● Work required: Could you return every record below word for word, leaving out the pictures?

● Provided data:
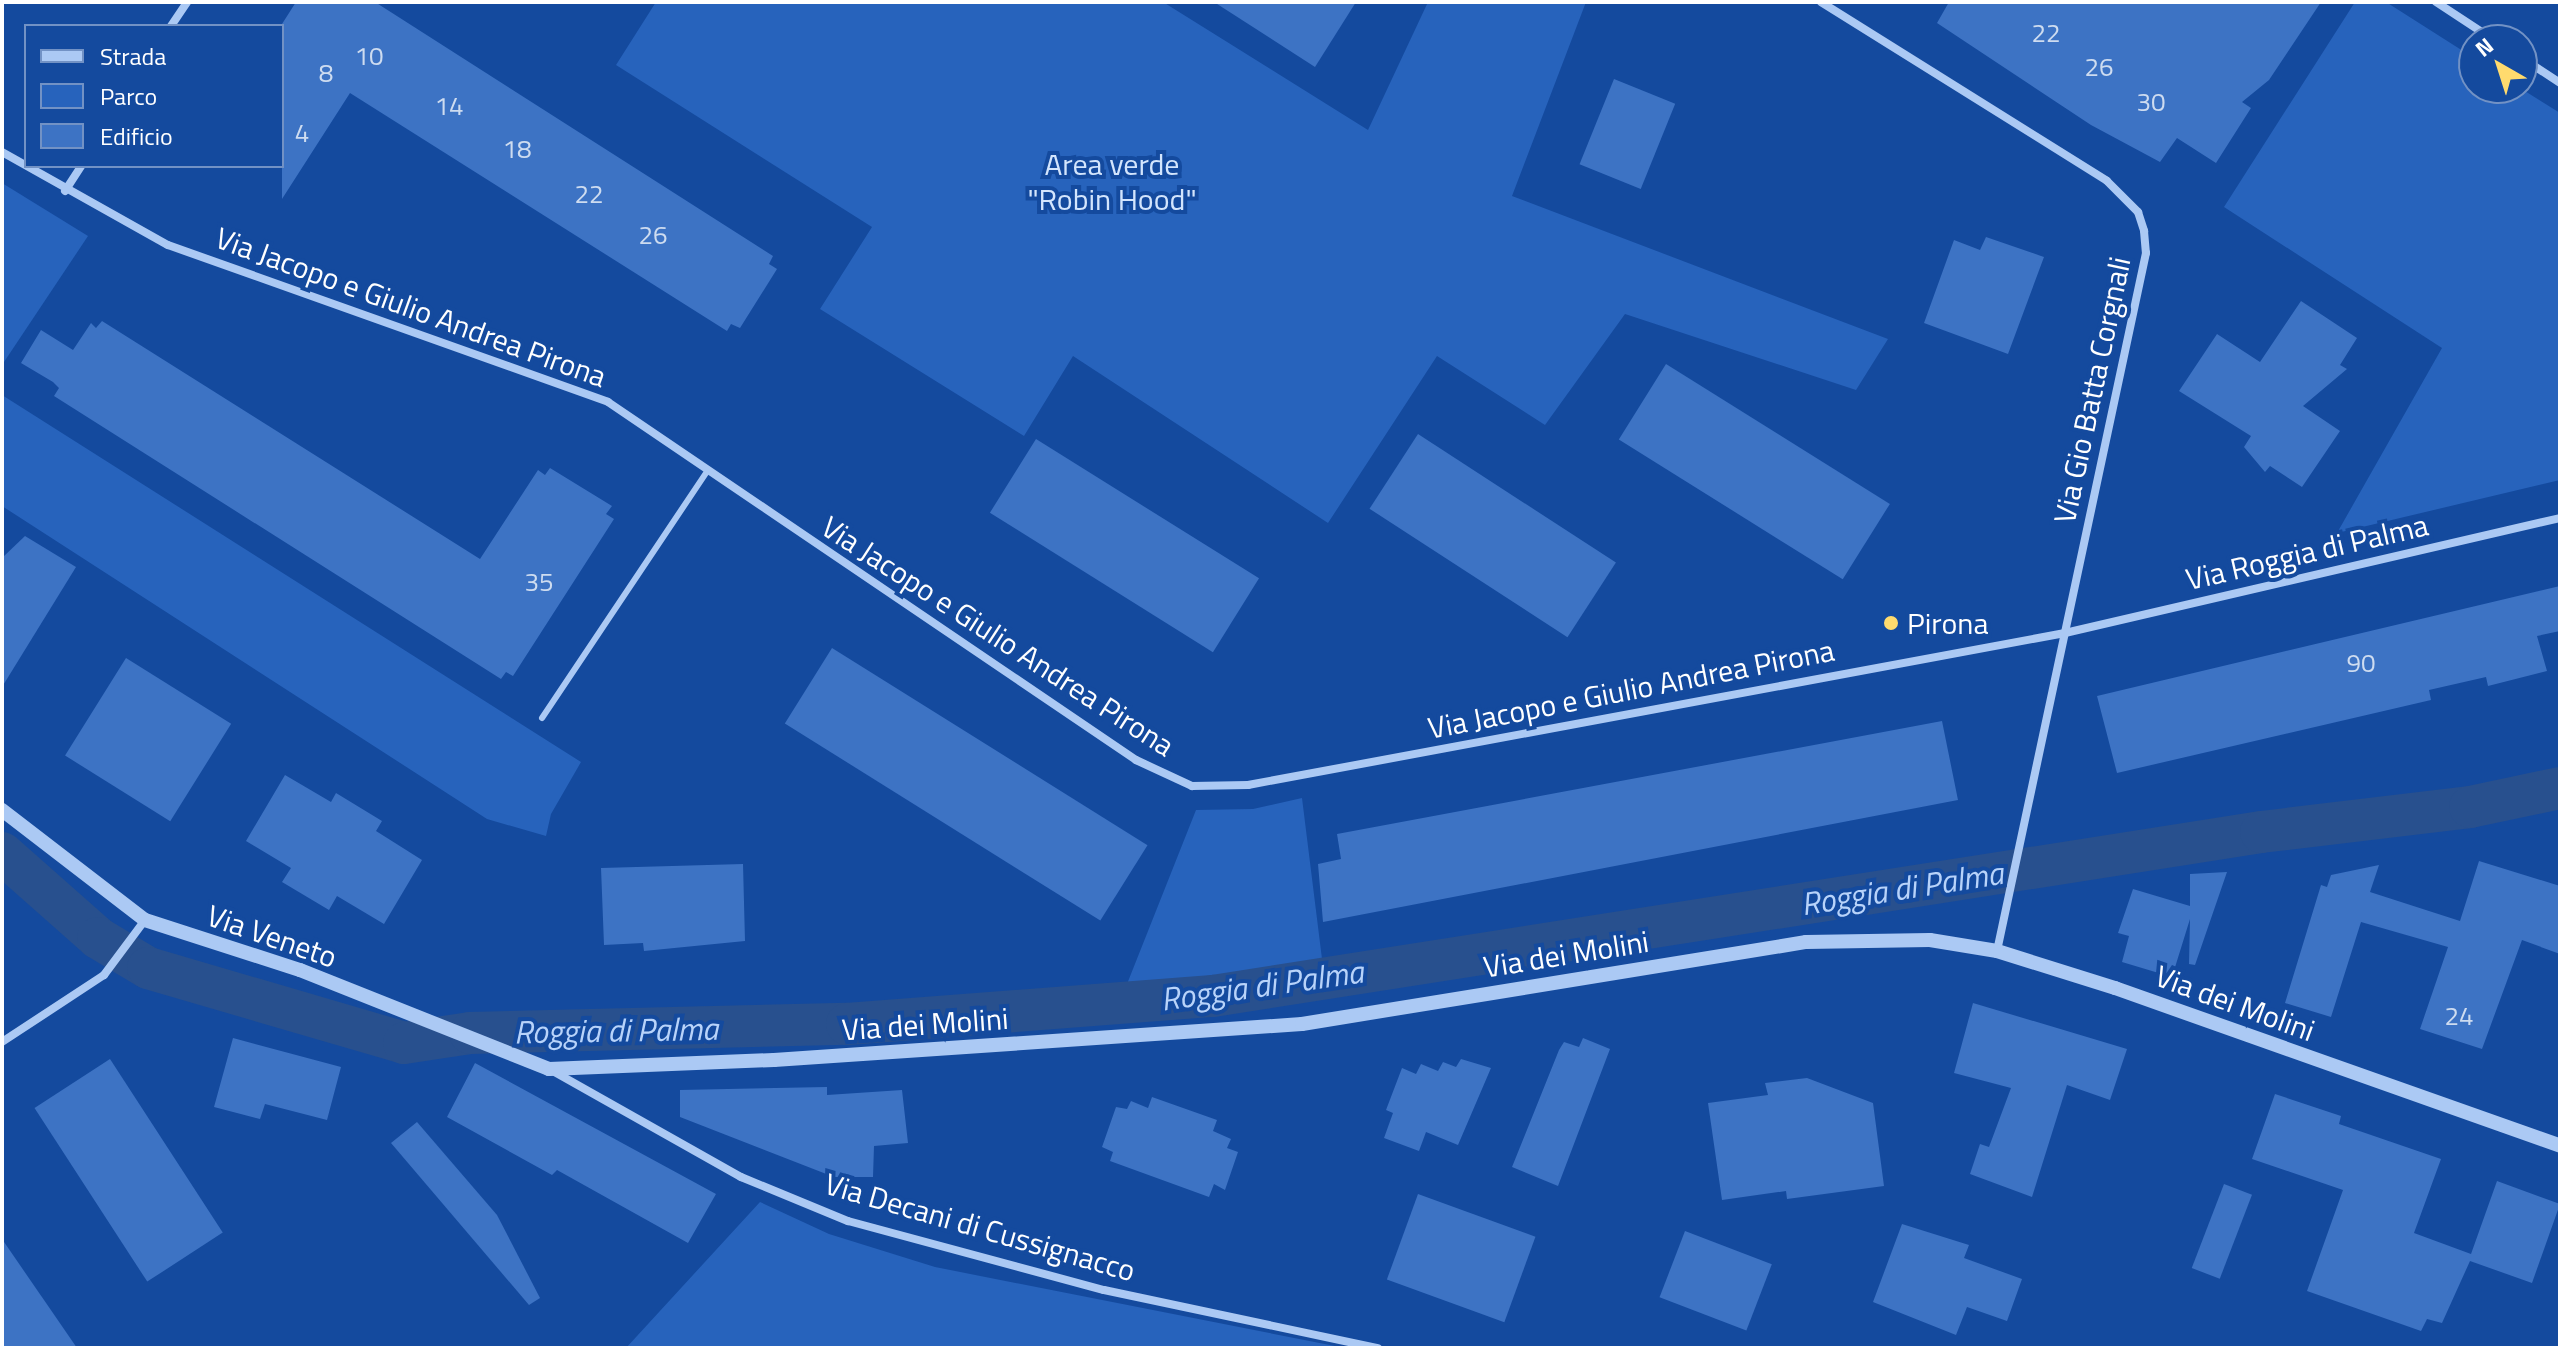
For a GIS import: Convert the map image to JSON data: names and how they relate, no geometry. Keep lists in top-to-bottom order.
{
  "streets": {
    "street": [
      "Via Jacopo e Giulio Andrea Pirona",
      "Via Gio Batta Corgnali",
      "Via Roggia di Palma",
      "Via Veneto",
      "Via dei Molini",
      "Via Decani di Cussignacco"
    ]
  },
  "crossings": [
    ["Via Jacopo e Giulio Andrea Pirona", "Via Gio Batta Corgnali"],
    ["Via Jacopo e Giulio Andrea Pirona", "Via Roggia di Palma"],
    ["Via Gio Batta Corgnali", "Via Roggia di Palma"],
    ["Via Gio Batta Corgnali", "Via dei Molini"],
    ["Via Veneto", "Via dei Molini"],
    ["Via Veneto", "Via Decani di Cussignacco"],
    ["Via dei Molini", "Via Decani di Cussignacco"]
  ],
  "water": ["Roggia di Palma"],
  "parks": ["Area verde \"Robin Hood\""],
  "places": ["Pirona"],
  "house_numbers": [
    "22",
    "10",
    "26",
    "8",
    "30",
    "14",
    "4",
    "18",
    "22",
    "26",
    "35",
    "90",
    "24"
  ],
  "legend": ["Strada", "Parco", "Edificio"],
  "north": "top left"
}
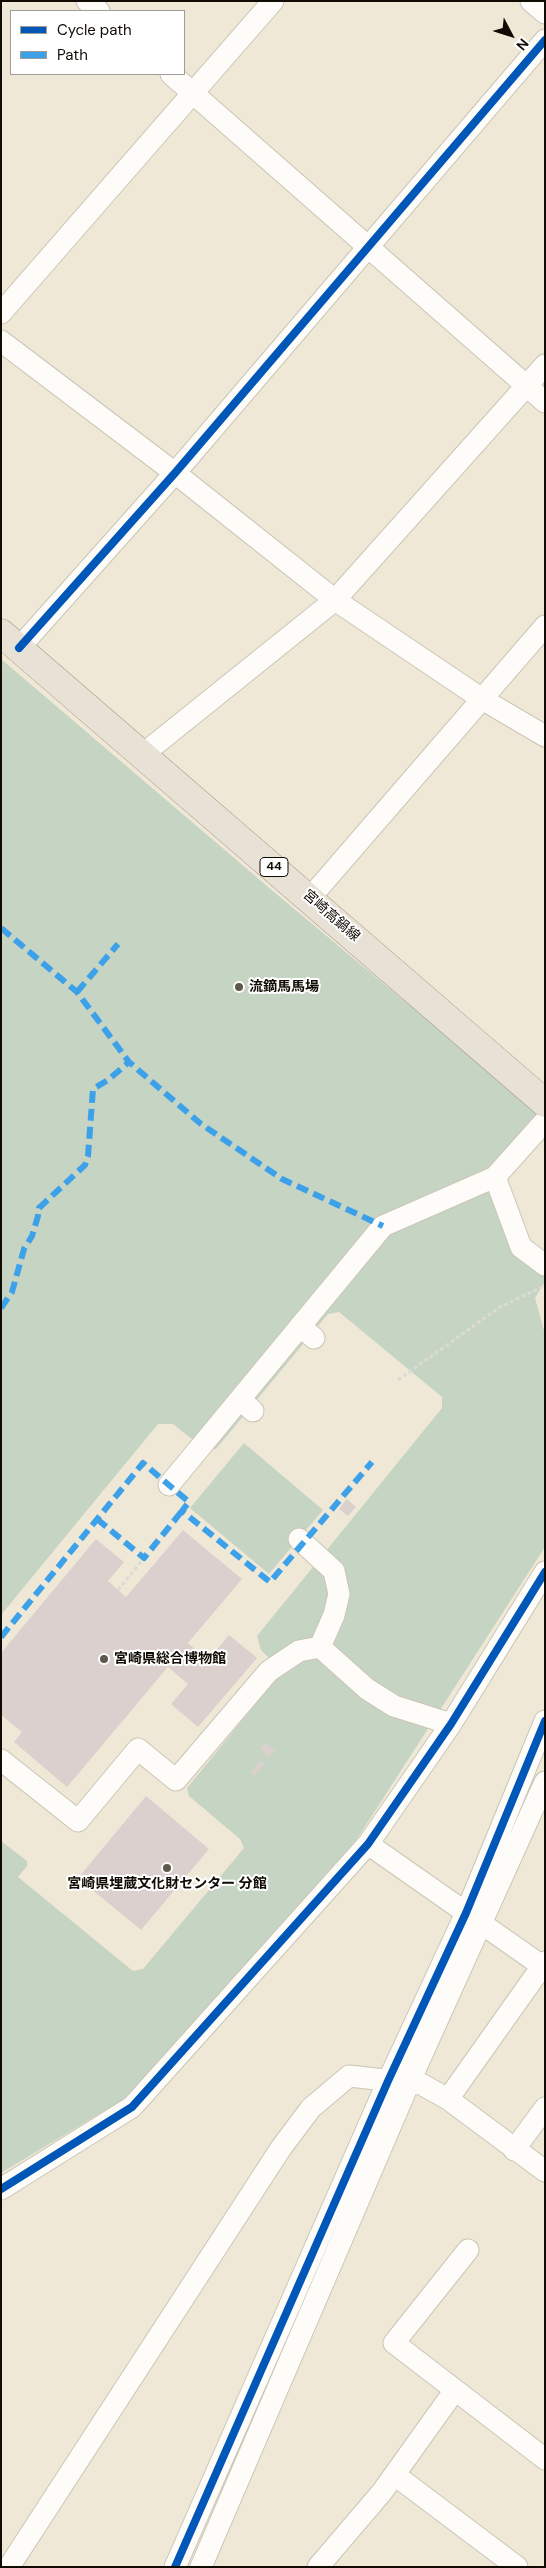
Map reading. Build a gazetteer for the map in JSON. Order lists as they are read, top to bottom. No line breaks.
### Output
{"streets":{"main road":["44","宮崎高鍋線"]},"places":["流鏑馬馬場","宮崎県総合博物館","宮崎県埋蔵文化財センター 分館"],"legend":["Cycle path","Path"],"north":"bottom right"}
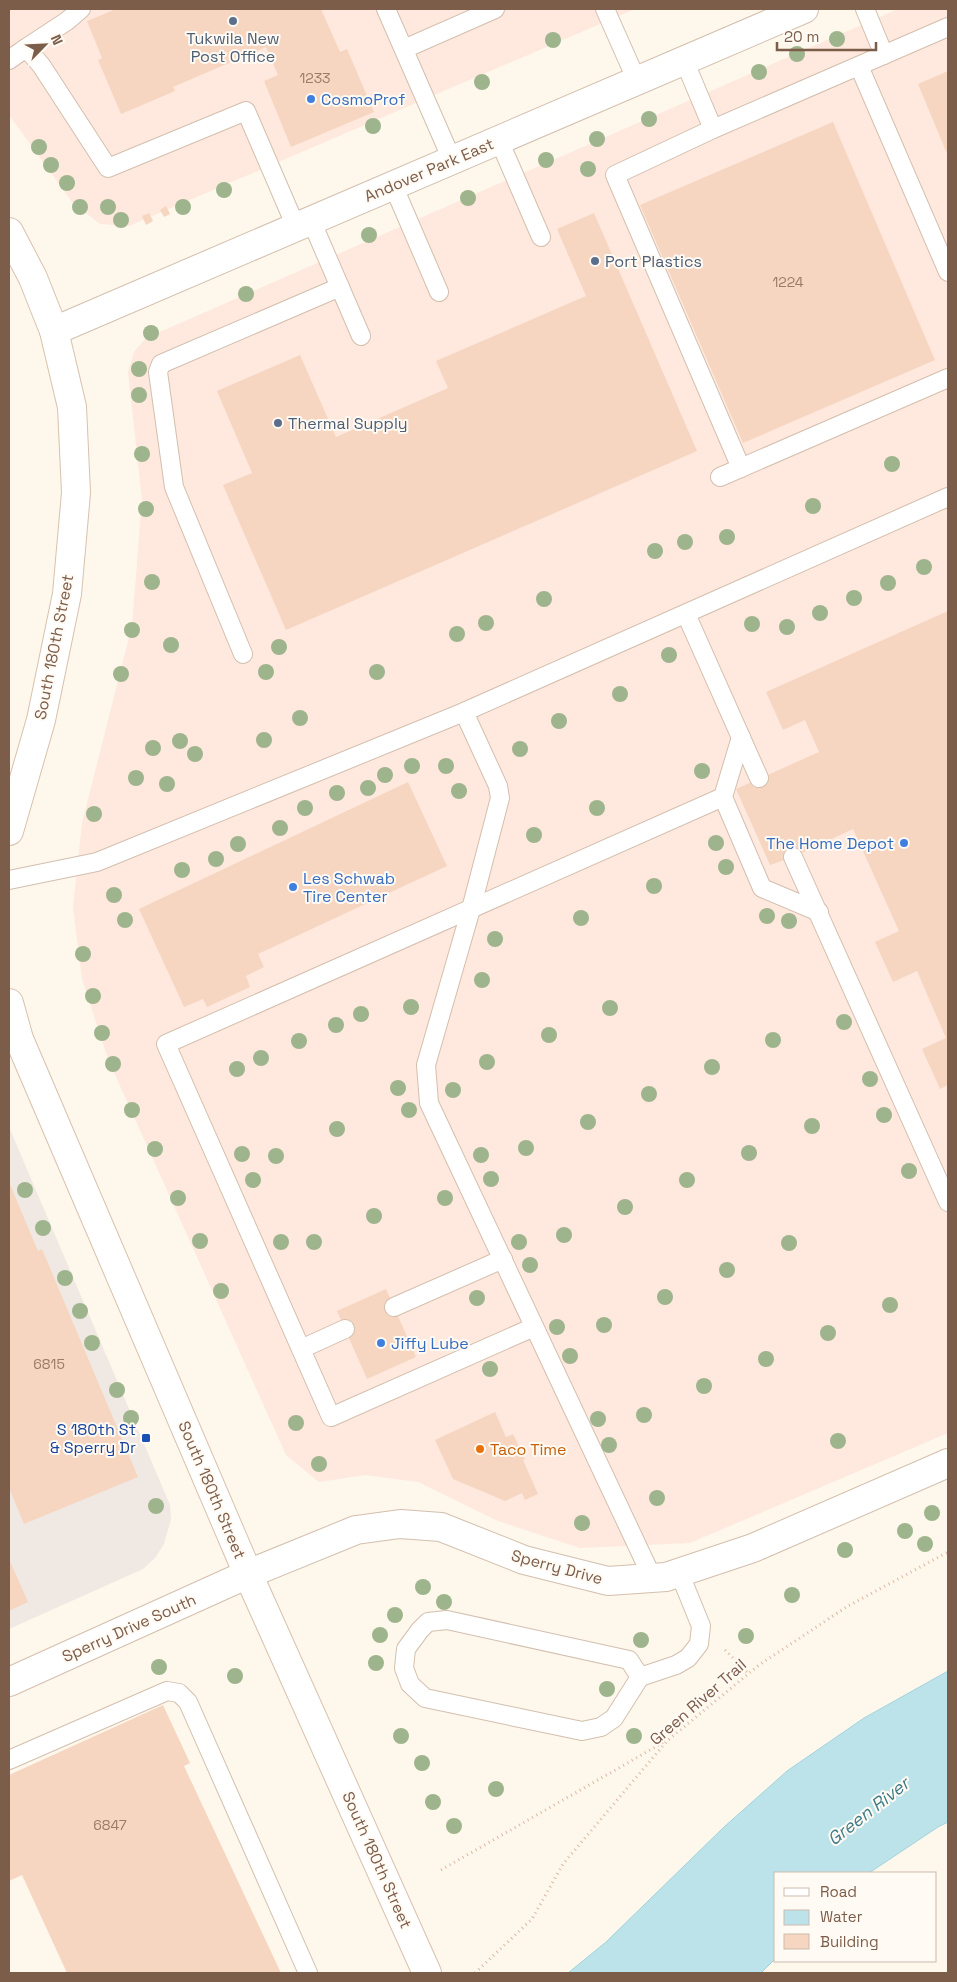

● Expected answer:
For a GIS import: Convert the map image to JSON data: names and how they relate, no geometry. Keep lists in top-to-bottom order.
{
  "streets": {
    "street": [
      "Via Jacopo e Giulio Andrea Pirona",
      "Via Gio Batta Corgnali",
      "Via Roggia di Palma",
      "Via Veneto",
      "Via dei Molini",
      "Via Decani di Cussignacco"
    ]
  },
  "crossings": [
    ["Via Jacopo e Giulio Andrea Pirona", "Via Gio Batta Corgnali"],
    ["Via Jacopo e Giulio Andrea Pirona", "Via Roggia di Palma"],
    ["Via Gio Batta Corgnali", "Via Roggia di Palma"],
    ["Via Gio Batta Corgnali", "Via dei Molini"],
    ["Via Veneto", "Via dei Molini"],
    ["Via Veneto", "Via Decani di Cussignacco"],
    ["Via dei Molini", "Via Decani di Cussignacco"]
  ],
  "water": ["Roggia di Palma"],
  "parks": ["Area verde \"Robin Hood\""],
  "places": ["Pirona"],
  "house_numbers": [
    "22",
    "10",
    "26",
    "8",
    "30",
    "14",
    "4",
    "18",
    "22",
    "26",
    "35",
    "90",
    "24"
  ],
  "legend": ["Strada", "Parco", "Edificio"],
  "north": "top left"
}
Map reading. Build a gazetteer for the map in JSON. Order lists as they are read, top to bottom. No line breaks.
### Output
{"streets":{"main road":["44","宮崎高鍋線"]},"places":["流鏑馬馬場","宮崎県総合博物館","宮崎県埋蔵文化財センター 分館"],"legend":["Cycle path","Path"],"north":"bottom right"}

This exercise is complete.